Rien de tout cela ne pose problème si votre chauffeur connaît le bâtiment. Quand ce n’est pas le cas, c’est une autre histoire.
Pourquoi « Orly Sud » et « Orly Ouest » refusent de disparaître
Pendant quarante ans, Orly a fonctionné avec deux bâtiments physiquement séparés. Orly Sud gérait le trafic international. Orly Ouest accueillait les vols domestiques et court-courriers européens. Cinq cents mètres et des voies d’accès distinctes les séparaient. Pour les passagers comme pour les chauffeurs, c’était deux aéroports différents.
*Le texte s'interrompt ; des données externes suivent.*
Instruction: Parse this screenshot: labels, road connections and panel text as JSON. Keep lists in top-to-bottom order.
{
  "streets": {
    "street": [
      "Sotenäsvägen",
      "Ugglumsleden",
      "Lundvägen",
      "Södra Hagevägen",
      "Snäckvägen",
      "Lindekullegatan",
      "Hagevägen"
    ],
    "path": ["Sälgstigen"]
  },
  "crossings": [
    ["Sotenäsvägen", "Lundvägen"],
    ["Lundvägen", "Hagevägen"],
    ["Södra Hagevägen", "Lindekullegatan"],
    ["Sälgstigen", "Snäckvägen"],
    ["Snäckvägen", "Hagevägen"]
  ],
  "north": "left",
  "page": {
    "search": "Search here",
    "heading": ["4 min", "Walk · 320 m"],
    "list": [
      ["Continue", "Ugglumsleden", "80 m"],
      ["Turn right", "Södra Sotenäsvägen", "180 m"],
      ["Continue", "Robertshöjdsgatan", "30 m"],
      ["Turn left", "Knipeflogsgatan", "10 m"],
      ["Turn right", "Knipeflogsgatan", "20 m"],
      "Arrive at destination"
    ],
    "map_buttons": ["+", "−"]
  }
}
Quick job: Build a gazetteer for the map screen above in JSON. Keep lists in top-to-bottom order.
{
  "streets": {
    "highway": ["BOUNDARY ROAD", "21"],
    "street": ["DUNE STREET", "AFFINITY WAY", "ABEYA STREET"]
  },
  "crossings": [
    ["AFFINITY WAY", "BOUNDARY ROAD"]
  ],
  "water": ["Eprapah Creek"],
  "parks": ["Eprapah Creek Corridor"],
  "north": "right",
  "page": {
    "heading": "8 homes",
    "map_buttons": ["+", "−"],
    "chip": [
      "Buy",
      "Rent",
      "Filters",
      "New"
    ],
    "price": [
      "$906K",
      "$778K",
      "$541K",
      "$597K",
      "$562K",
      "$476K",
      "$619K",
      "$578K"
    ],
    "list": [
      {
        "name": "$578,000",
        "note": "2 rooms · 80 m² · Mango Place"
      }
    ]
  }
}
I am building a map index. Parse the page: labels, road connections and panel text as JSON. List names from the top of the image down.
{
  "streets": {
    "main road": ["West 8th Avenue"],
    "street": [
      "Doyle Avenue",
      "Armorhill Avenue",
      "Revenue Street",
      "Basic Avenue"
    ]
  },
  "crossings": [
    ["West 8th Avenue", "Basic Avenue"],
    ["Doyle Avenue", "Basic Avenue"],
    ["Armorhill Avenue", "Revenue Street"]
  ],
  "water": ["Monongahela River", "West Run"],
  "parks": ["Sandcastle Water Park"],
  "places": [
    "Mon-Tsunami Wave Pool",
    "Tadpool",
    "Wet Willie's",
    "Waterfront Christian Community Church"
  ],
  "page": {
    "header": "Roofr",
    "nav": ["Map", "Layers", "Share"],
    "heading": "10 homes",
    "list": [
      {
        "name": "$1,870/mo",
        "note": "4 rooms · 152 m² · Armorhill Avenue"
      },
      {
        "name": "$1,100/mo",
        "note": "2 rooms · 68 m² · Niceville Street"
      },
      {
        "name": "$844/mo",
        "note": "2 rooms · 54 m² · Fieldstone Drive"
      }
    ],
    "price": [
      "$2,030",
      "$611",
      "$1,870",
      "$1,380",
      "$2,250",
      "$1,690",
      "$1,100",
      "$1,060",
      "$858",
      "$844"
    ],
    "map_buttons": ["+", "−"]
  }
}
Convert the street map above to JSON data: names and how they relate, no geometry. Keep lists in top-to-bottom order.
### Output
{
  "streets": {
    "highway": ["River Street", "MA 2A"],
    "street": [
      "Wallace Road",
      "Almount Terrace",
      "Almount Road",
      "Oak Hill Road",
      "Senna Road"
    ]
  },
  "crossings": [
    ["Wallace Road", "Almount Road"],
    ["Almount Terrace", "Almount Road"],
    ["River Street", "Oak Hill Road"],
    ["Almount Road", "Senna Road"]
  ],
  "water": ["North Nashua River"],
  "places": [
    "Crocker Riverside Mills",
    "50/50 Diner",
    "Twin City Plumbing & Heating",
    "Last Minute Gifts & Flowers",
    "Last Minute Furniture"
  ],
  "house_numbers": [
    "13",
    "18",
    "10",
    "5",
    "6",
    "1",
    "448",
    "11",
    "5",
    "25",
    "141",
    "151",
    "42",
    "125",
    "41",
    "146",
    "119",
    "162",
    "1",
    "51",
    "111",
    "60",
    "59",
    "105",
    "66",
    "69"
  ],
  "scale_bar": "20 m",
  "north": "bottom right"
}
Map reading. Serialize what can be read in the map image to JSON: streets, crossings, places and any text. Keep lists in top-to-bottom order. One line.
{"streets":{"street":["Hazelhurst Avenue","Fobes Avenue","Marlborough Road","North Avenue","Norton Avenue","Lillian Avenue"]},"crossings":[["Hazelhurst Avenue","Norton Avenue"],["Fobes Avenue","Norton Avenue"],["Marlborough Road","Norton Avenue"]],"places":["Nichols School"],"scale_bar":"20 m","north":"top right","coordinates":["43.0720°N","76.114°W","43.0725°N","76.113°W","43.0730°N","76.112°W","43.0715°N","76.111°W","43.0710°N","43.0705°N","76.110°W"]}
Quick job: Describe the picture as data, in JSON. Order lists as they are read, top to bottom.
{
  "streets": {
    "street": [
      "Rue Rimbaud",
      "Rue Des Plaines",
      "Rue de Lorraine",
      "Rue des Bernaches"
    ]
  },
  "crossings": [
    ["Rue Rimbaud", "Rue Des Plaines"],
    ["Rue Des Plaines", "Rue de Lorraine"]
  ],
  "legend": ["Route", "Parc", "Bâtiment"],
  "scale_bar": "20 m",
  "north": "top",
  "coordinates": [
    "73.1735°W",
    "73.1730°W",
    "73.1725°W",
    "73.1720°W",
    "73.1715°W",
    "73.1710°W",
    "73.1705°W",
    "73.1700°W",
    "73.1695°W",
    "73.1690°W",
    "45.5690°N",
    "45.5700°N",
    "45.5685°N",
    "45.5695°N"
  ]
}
La rénovation de 2019 a modifié l’architecture, pas le vocabulaire. Un nouveau hall de liaison, baptisé Orly 3, a été construit entre les deux structures d’origine pour les fusionner en un complexe continu. Les anciens terminaux ont été renumérotés en quatre zones :
| Ancien nom | Zone actuelle | Trafic principal |
|---|---|---|
| Orly Ouest | Orly 1 et Orly 2 | Domestique, court-courrier Europe, Air France intérieur |
| Hall de liaison (construction neuve) | Orly 3 | Corridor de transit, flux mixtes |
| Orly Sud | Orly 4 | International, long-courrier, Transavia, Vueling |
Le problème vient d’en amont. Les systèmes de réservation aériens, les itinéraires des agences et plusieurs plateformes de transport au sol puisent encore dans des bases GDS qui référencent « South » ou « West ». Votre billet peut afficher « Terminal Sud » alors que votre porte d’embarquement se trouve en Zone 4. Un chauffeur professionnel qui travaille Orly au quotidien croisera votre numéro de vol avec la carte des zones en vigueur. Un conducteur qui se fie au seul email de réservation ne le fera pas.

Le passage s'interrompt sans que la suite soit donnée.